I was grateful that nobody made me hug anyone or eat freeze-dried apples. There was talk of "needing a motivating factor" for losing weight. I hope that good health will suffice to motivate me, as I am really indifferent to fitting into any given article of clothing, and lack the need to be thin enough to play with my toddler (as I lack a toddler) which are apparently popular reasons to live. But I liked the idea that something would revulse me as much as the idea of going to a Weight Watchers meeting, and hence took myself there forthwith. I will make it a habit, and see if I lose weight that way. Maybe my motivation can be to be thin enough not to have to go to such a place, but that's really cynical thinking. I notice that I am the first, though, to prescribe that others do distasteful things for health, and so the pot now will be as black as the kettle. I have decided, by the way, that lettuce is the new bread. Further, anything that makes raw baby carrots a no-points transaction is fine with me.

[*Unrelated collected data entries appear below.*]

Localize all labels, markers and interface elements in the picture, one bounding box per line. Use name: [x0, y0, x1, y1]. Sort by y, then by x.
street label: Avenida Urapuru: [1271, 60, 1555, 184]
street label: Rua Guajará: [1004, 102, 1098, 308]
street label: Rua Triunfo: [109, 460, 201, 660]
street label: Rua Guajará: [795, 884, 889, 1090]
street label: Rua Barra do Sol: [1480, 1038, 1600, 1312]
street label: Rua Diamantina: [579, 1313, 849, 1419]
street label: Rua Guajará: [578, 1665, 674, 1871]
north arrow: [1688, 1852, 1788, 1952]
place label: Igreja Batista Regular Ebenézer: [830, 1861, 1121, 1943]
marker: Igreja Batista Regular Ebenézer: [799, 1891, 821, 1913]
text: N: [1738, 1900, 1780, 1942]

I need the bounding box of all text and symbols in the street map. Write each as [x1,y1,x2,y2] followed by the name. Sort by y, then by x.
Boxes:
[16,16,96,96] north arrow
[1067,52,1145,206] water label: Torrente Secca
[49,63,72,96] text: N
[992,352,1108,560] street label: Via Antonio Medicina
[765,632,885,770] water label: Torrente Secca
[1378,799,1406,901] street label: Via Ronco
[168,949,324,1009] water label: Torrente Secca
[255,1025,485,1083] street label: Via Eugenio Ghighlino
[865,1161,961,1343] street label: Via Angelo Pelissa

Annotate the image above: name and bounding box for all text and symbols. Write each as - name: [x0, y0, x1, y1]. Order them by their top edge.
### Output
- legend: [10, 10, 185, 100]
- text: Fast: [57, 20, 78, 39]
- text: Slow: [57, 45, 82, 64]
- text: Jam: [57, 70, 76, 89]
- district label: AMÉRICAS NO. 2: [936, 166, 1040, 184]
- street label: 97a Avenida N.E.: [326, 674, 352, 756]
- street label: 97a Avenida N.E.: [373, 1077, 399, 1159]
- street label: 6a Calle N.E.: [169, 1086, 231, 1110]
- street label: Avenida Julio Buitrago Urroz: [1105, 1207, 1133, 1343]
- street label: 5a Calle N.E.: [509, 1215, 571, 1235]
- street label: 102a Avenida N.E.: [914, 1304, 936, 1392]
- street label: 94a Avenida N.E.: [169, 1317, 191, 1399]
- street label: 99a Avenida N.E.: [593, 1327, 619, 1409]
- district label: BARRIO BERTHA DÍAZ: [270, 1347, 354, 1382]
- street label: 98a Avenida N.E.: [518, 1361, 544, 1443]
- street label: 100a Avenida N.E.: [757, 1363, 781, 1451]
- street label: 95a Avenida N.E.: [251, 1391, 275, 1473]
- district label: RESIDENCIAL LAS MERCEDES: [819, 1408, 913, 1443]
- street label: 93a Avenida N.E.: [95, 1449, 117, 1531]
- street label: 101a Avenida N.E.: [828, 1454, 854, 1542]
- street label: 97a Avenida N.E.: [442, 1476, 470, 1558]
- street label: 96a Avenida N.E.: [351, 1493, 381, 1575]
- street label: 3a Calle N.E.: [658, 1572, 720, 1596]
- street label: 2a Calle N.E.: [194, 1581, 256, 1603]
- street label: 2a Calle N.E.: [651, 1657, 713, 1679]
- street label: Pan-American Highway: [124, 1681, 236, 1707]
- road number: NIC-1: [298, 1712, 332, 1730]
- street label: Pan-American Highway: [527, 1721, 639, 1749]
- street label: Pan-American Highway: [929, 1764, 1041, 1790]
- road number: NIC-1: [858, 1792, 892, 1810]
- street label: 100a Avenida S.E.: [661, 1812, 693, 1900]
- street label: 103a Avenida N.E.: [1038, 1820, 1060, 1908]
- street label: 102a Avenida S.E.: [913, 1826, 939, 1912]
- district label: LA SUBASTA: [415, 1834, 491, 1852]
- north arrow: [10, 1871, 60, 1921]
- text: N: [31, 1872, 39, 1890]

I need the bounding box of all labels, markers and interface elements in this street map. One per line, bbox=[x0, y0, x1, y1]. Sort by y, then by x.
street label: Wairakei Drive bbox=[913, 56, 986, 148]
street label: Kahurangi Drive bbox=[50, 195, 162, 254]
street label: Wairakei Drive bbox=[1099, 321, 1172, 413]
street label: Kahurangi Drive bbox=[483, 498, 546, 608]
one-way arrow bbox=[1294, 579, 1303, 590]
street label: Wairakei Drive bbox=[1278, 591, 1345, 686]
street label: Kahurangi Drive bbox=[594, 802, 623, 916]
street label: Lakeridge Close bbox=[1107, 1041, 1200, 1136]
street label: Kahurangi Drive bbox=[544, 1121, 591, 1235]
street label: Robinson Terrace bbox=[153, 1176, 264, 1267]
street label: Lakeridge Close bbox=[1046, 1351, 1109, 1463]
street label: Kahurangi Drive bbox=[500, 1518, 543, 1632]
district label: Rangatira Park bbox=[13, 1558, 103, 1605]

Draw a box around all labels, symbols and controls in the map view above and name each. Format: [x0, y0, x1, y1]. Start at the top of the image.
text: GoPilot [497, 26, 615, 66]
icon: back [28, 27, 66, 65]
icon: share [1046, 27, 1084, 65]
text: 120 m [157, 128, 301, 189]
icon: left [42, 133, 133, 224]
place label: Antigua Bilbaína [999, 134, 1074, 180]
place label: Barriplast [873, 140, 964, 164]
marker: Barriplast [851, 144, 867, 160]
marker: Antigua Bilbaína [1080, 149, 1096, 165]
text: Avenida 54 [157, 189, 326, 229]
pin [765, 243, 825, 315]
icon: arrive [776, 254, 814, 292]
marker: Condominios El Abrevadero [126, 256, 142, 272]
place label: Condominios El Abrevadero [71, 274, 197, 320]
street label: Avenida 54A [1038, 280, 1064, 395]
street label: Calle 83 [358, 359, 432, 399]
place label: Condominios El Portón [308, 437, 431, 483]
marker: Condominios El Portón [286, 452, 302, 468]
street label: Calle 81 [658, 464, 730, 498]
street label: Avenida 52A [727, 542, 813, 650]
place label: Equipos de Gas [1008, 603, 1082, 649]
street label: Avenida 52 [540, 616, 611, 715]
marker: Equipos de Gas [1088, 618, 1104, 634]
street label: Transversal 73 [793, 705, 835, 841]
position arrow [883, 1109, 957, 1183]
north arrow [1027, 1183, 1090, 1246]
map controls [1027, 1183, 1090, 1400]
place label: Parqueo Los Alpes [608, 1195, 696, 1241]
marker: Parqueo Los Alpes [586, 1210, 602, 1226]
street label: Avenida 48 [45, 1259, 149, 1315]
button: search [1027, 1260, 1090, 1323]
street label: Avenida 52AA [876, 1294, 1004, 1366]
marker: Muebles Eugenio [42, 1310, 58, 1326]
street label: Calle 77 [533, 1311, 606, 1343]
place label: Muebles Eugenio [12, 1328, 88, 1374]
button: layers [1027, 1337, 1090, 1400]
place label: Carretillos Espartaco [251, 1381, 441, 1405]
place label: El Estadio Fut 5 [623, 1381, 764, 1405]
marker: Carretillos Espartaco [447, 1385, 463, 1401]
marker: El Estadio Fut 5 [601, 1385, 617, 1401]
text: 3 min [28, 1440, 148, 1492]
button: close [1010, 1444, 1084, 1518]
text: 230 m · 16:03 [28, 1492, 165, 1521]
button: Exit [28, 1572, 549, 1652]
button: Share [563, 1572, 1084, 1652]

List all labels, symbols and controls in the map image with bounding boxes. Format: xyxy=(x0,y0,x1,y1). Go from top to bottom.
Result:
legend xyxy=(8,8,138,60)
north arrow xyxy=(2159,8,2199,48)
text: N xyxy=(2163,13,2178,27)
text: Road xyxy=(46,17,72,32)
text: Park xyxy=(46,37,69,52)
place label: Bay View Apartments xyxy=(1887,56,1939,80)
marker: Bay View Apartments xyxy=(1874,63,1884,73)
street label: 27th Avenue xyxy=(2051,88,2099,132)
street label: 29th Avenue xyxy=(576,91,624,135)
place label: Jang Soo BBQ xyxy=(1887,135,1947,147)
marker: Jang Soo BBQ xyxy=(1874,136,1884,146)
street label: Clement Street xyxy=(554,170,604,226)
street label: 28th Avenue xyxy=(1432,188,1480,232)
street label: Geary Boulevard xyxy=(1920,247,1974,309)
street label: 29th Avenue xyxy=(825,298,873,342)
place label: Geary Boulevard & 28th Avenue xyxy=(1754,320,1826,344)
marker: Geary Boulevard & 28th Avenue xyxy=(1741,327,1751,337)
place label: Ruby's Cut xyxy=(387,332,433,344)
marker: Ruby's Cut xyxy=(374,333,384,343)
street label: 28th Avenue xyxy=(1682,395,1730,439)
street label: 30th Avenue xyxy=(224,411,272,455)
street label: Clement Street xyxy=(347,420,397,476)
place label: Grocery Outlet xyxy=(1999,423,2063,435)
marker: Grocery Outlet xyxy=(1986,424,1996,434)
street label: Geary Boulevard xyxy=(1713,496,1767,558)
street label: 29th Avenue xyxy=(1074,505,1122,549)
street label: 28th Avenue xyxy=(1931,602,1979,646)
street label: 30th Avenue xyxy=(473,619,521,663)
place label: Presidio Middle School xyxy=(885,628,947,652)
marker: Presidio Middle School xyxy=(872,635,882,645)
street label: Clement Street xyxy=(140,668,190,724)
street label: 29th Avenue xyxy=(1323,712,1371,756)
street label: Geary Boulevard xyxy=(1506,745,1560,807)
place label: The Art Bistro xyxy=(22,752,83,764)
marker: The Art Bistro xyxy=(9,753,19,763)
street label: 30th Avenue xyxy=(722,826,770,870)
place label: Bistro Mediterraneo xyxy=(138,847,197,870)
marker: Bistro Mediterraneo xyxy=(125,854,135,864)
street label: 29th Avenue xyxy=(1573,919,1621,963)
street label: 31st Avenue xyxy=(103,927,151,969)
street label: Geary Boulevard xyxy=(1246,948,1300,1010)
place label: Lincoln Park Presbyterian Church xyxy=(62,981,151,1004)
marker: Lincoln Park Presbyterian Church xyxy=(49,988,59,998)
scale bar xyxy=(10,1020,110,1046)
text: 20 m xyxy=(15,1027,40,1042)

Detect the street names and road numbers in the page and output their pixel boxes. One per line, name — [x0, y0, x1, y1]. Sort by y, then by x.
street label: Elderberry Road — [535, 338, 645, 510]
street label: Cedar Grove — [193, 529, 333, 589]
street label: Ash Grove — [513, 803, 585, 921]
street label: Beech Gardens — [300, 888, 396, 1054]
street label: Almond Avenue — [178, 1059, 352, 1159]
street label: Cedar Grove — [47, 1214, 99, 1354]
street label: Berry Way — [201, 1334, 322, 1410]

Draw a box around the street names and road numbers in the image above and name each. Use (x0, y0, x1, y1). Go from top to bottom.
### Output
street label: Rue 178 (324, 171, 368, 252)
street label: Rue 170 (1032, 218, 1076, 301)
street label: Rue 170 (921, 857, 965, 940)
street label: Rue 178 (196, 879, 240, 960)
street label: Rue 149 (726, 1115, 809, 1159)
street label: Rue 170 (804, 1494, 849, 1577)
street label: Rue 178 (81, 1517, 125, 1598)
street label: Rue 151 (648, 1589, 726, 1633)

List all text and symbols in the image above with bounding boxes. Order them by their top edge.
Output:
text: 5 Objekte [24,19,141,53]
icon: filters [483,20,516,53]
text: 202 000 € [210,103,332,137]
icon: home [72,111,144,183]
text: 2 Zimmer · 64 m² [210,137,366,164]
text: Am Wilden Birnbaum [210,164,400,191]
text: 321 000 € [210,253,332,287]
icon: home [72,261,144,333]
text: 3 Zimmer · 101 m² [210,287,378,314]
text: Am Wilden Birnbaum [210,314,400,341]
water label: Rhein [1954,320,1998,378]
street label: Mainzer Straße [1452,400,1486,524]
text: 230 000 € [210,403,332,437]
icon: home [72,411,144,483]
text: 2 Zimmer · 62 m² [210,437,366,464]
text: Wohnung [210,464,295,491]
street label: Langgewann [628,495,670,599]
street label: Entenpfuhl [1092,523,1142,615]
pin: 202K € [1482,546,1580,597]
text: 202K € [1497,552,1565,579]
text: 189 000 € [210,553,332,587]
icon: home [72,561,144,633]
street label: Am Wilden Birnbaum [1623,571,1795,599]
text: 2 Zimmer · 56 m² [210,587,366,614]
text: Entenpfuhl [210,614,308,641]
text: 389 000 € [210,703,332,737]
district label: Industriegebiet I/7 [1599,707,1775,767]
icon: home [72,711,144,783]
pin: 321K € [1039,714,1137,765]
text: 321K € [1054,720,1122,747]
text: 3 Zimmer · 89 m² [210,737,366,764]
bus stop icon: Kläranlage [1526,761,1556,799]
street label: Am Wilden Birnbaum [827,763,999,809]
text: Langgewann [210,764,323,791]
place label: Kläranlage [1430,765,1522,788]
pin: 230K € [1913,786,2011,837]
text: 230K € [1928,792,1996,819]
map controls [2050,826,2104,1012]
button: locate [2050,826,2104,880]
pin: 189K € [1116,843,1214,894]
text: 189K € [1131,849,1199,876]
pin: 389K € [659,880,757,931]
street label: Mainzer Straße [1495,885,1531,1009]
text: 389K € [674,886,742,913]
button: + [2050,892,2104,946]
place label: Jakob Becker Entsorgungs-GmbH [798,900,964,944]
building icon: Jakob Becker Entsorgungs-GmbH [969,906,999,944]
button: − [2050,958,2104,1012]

During the past two years, I found that, far from being humiliating, Weight Watchers featured a brass-tacks, choices-made, positive, goal-oriented approach.
I began the program weighing a bit over 291 pounds.
Today I reached my goal weight, 210 pounds, losing just over eighty one pounds in
just over two years.
If I maintain this weight for six weeks, I become a "lifetime member" of the Weight Watchers program, who may attend the meetings for free.
I must see if I might find the picture taken of me during an April 2005 trip to Sanibel Island in Florida, which prompted me to enter Weight Watchers. Then I could be before and after.
In other news, a kind man from Australia asked if I wish to release a new musical album on his netlabel, which pleases me no end. I am also working on a ccmixter collaboration with a kind fellow from India who loves Nine Inch Nails, so I am trying to figure out if I have an inner Reznor. Thus far, I am pretty sure I have some inner Bauhaus and any number of early free verse poets who write about destiny and doom, not to mention a deep affection for dissonance, but I am afraid even the WW goal weight does not make one necessarily Trent. It's been great fun to add atmospherics to a rock song.